Your instructions:
Copy every line of the data that contains the string "fractalNoise".

Data shown:
#####

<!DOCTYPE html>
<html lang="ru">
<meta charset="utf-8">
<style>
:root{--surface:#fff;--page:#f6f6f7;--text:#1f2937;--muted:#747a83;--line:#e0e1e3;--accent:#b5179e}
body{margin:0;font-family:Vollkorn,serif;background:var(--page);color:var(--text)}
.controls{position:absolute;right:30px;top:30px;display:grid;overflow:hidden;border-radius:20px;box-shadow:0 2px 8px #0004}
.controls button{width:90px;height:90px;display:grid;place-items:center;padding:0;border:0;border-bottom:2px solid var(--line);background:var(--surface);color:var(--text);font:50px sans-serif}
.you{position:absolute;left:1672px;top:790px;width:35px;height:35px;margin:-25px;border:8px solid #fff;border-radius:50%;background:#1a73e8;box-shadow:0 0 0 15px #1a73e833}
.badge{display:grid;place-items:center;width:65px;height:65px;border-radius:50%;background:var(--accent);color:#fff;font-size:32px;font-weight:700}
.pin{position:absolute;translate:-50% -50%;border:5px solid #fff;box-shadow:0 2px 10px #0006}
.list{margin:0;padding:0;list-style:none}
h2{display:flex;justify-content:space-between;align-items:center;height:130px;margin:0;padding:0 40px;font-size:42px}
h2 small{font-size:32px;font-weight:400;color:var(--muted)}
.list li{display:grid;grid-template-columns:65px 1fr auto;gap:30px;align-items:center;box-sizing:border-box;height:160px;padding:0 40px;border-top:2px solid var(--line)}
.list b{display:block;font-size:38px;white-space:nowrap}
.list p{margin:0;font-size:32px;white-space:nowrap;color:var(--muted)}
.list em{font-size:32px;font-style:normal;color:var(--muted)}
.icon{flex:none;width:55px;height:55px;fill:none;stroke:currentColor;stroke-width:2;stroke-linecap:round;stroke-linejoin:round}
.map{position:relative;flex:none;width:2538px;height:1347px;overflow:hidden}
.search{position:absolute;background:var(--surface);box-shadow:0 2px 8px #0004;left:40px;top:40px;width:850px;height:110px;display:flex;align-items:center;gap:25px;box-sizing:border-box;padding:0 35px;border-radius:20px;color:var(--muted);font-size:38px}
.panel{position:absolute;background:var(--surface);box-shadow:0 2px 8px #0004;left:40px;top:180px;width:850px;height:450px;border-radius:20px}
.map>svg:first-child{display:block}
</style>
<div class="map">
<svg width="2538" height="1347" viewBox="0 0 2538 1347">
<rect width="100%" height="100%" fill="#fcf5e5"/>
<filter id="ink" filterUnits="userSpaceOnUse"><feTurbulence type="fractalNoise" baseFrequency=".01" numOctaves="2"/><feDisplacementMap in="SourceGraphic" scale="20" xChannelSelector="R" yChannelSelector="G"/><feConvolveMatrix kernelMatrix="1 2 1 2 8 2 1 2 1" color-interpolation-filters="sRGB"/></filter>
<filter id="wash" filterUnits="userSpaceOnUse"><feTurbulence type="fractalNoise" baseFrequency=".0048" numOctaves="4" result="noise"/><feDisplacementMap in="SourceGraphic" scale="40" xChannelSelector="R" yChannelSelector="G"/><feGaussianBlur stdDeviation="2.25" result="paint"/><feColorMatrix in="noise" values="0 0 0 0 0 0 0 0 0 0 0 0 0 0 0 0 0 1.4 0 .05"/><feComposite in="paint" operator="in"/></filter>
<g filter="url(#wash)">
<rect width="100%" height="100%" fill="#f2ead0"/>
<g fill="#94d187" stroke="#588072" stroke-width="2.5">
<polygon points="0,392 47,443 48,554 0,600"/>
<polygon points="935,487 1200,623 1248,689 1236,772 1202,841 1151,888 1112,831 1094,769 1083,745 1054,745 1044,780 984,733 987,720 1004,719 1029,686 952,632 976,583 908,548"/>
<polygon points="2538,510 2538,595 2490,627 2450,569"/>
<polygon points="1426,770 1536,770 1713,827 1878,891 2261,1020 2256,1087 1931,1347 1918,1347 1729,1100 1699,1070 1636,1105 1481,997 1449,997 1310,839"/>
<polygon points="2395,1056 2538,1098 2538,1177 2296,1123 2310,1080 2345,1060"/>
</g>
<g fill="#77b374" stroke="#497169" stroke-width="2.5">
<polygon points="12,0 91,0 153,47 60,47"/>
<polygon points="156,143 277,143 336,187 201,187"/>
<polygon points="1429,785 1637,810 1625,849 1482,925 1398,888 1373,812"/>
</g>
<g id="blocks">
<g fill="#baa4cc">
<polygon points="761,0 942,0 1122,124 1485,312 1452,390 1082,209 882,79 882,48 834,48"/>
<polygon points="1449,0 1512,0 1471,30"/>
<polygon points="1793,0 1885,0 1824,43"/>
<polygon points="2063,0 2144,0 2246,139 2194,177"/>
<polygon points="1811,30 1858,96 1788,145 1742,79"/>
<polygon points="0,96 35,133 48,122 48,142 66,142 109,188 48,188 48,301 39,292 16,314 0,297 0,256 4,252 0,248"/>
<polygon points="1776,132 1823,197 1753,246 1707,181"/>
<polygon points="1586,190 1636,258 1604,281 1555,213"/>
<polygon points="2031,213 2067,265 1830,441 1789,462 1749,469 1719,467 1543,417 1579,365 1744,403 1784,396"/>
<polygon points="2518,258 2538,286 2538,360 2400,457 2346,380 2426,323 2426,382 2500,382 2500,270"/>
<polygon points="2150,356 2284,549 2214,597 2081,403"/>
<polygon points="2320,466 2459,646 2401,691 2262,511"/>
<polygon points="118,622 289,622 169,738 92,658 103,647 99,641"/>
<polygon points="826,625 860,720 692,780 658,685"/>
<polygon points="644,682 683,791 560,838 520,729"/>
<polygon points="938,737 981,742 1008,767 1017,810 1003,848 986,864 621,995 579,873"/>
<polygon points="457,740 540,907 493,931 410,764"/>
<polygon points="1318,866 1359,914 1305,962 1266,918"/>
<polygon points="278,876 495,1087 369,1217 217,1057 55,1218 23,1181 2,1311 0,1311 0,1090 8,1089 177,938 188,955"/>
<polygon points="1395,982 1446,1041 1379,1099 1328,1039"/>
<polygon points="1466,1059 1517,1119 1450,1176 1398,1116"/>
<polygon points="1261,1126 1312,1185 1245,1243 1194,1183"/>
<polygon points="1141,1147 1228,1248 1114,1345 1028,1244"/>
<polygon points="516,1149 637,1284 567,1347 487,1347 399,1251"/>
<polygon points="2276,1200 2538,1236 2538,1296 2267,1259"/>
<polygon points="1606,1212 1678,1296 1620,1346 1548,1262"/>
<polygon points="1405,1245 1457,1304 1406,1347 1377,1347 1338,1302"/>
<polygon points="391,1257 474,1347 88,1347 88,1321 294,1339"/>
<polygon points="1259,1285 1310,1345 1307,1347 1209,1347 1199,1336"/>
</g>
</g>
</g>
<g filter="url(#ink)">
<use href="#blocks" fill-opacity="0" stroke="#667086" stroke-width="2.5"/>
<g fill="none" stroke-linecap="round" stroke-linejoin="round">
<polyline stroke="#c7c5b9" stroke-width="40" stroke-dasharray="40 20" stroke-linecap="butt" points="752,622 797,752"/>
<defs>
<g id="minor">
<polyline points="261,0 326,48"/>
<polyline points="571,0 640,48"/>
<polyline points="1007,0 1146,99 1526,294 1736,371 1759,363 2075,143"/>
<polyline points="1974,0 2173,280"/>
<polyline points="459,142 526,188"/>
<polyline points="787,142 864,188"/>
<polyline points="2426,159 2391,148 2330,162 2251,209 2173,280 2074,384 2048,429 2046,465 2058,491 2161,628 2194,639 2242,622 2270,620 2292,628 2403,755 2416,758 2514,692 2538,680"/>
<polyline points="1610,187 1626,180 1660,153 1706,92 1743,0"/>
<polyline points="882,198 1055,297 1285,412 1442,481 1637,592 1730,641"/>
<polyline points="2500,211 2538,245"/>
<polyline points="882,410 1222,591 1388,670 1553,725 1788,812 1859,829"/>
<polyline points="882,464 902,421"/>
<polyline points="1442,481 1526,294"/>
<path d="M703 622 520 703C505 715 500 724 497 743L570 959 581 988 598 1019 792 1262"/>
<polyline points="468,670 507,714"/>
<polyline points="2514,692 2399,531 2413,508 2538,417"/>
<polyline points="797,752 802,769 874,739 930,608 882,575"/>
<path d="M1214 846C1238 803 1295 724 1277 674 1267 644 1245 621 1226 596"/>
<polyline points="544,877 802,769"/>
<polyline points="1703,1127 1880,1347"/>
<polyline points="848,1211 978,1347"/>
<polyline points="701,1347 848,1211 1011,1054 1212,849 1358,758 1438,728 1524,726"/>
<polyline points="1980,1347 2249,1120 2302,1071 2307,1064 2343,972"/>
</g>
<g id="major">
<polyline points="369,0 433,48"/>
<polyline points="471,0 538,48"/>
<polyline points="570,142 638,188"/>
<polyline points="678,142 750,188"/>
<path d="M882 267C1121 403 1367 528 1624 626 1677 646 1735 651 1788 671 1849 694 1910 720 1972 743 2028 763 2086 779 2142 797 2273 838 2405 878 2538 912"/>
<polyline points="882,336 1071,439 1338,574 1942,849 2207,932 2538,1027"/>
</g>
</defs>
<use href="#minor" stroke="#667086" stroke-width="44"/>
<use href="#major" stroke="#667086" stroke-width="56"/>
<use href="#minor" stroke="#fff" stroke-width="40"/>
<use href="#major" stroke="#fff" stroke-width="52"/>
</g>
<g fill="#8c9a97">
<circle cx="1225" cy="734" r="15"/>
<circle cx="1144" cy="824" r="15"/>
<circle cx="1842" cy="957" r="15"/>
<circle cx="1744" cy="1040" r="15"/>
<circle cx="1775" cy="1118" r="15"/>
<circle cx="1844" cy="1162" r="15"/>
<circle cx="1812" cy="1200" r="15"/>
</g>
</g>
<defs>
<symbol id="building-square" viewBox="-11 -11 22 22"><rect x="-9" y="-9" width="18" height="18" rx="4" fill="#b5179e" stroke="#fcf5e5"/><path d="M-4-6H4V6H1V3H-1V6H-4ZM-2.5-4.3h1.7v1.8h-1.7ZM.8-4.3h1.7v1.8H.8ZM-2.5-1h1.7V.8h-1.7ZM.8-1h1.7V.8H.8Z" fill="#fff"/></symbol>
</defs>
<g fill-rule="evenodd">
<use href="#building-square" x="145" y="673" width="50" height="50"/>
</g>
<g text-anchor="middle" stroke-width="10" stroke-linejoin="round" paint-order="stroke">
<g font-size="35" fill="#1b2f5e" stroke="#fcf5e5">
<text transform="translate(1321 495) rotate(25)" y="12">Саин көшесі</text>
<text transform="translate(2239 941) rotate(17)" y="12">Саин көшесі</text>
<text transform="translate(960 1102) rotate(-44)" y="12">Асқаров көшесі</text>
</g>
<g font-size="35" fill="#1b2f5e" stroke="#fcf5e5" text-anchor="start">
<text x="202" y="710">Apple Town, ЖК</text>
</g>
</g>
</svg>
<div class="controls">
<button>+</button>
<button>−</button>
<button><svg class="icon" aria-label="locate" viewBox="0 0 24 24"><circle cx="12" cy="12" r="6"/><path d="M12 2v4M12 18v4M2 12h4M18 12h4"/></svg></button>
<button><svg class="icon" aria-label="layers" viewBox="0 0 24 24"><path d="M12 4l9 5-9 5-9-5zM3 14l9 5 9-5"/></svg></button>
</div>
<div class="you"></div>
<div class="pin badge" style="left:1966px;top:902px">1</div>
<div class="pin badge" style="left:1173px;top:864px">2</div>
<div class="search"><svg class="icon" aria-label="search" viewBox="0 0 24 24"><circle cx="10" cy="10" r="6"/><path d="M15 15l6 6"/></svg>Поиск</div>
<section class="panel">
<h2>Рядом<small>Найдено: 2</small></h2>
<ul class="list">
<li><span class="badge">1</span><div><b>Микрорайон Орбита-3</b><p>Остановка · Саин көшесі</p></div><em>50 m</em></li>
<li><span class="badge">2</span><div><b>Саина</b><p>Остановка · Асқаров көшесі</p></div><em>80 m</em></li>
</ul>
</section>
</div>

#####

Your solution:
<filter id="ink" filterUnits="userSpaceOnUse"><feTurbulence type="fractalNoise" baseFrequency=".01" numOctaves="2"/><feDisplacementMap in="SourceGraphic" scale="20" xChannelSelector="R" yChannelSelector="G"/><feConvolveMatrix kernelMatrix="1 2 1 2 8 2 1 2 1" color-interpolation-filters="sRGB"/></filter>
<filter id="wash" filterUnits="userSpaceOnUse"><feTurbulence type="fractalNoise" baseFrequency=".0048" numOctaves="4" result="noise"/><feDisplacementMap in="SourceGraphic" scale="40" xChannelSelector="R" yChannelSelector="G"/><feGaussianBlur stdDeviation="2.25" result="paint"/><feColorMatrix in="noise" values="0 0 0 0 0 0 0 0 0 0 0 0 0 0 0 0 0 1.4 0 .05"/><feComposite in="paint" operator="in"/></filter>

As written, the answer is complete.